Fewer Observations when downloading data again

Options
Antonio_v
Antonio_v Newcomer
edited June 25 in Eikon Data APIs

Hello everyone,

I am a PhD student and I've been using Refinitiv to download firm-level data for my research. I'm currently facing a problem. I downloaded my main dataset around September 2024. In March 2025, I needed to add another variable, so I re-run the same script to download the data through the Python API. The resulting dataset had around 500 observations less than the first one I downloaded. I got the same result using both the Eikon API and Datastream API. Today, I tried to download the dataset again, and I got another 100 observations less. I guess it might be important to specify that my university provides me access only to the Workspace for Student. I tried to contact the Helpdesk, but they suggested to post my query here given the scale of the data request.

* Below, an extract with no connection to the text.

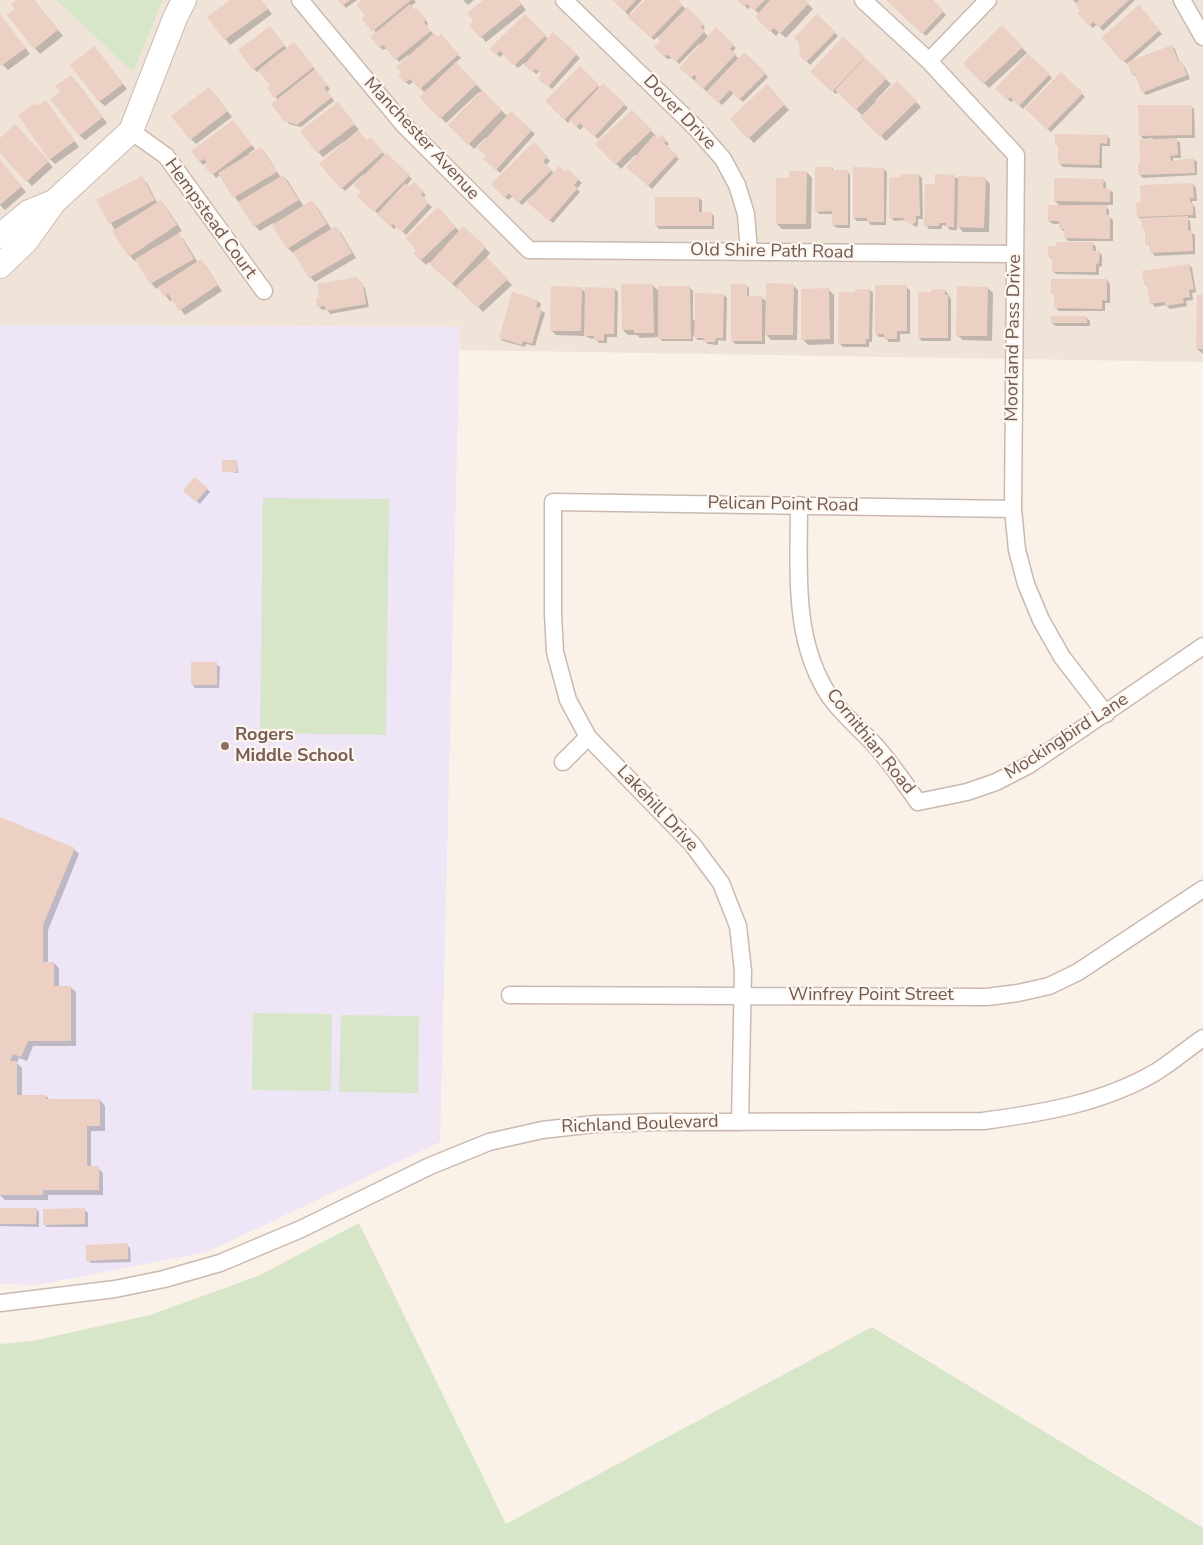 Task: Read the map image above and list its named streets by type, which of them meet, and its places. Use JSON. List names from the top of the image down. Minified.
{"streets":{"street":["Dover Drive","Manchester Avenue","Hempstead Court","Old Shire Path Road","Moorland Pass Drive","Pelican Point Road","Mockingbird Lane","Cornithian Road","Lakehill Drive","Winfrey Point Street","Richland Boulevard"]},"crossings":[["Dover Drive","Old Shire Path Road"],["Manchester Avenue","Old Shire Path Road"],["Old Shire Path Road","Moorland Pass Drive"],["Moorland Pass Drive","Pelican Point Road"],["Moorland Pass Drive","Mockingbird Lane"],["Pelican Point Road","Cornithian Road"],["Pelican Point Road","Lakehill Drive"],["Mockingbird Lane","Cornithian Road"],["Lakehill Drive","Winfrey Point Street"],["Lakehill Drive","Richland Boulevard"]],"places":["Rogers Middle School"]}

The following is the main line used to retrieve the data through the Python Eikon API:
data_y, err = ek.get_data(instruments=[permID_list[x]], fields=['TR.F.ToTRevenue(SDate=2023-03-31,EDate=-13,Period=FY0,Frq=FY,Curn=EUR)', 'TR.F.LaborRelExpnTot(SDate=2023-03-31,EDate=-13,Period=FY0,Frq=FY,Curn=EUR)', 'TR.F.COGSTot(SDate=2023-03-31,EDate=-13,Period=FY0,Frq=FY,Curn=EUR)', 'TR.F.TotAssets(SDate=2023-03-31,EDate=-13,Period=FY0,Frq=FY,Curn=EUR)', 'TR.F.TotLiab(SDate=2023-03-31,EDate=-13,Period=FY0,Frq=FY,Curn=EUR)', 'TR.F.TotFixedAssetsNet(SDate=2023-03-31,EDate=-13,Period=FY0,Frq=FY,Curn=EUR)', 'TR.F.SGATot(SDate=2023-03-31,EDate=-13,Period=FY0,Frq=FY,Curn=EUR)', 'TR.F.PPEGrossTot(SDate=2023-03-31,EDate=-13,Period=FY0,Frq=FY,Curn=EUR)', 'TR.F.PPENetTot(SDate=2023-03-31,EDate=-13,Period=FY0,Frq=FY,Curn=EUR)', 'TR.F.InvstLT(SDate=2023-03-31,EDate=-13,Period=FY0,Frq=FY,Curn=EUR)','TR.F.CashCashEquivTot(SDate=2023-03-31,EDate=-13,Period=FY0,Frq=FY,Curn=EUR)', 'TR.F.GrossProfIndPropTot(SDate=2023-03-31,EDate=-13,Period=FY0,Frq=FY,Curn=EUR)', 'TR.F.OpProfBefNonRecurIncExpn(SDate=2023-03-31,EDate=-13,Period=FY0,Frq=FY,Curn=EUR)', 'TR.F.IntrExpn(SDate=2023-03-31,EDate=-13,Period=FY0,Frq=FY,Curn=EUR)', 'TR.F.DebtTot(SDate=2023-03-31,EDate=-13,Period=FY0,Frq=FY,Curn=EUR)', 'TR.F.InvntTot(SDate=2023-03-31,EDate=-13,Period=FY0,Frq=FY)', 'TR.NACEClassification', 'TR.NAICSSectorAllCode', 'TR.NAICSIndustryGroupAllCode', 'TR.TRBCIndustry', 'TR.HeadquartersCountry', 'TR.RegistrationCountry', 'TR.OrgFoundedYear'])
In other words, for each of the permID codes specified in a separate csv file ("permID_list"), I retrieve the following data items: Total Revenue, Total Labour Expenditure, Total COGS, Total Assets, Total Liabilities, Total Fixed Assets, Total SGA, Total PPE Gross, Total PPE Net, Investment Long Term, Total Cash and Cash Equivalents, Total Gross Profits, Total Operating Profits, Interest Expenditure, Total Debt, Total Inventories, NACE classification, NAICS code (2-digit), NAICS code (4-digit), TRBC Industry, Country of Headquarters, Country of Registration, Organisation Founding Year. All the time series variables are requested annually, for a time span covering from 2010 to 2022. 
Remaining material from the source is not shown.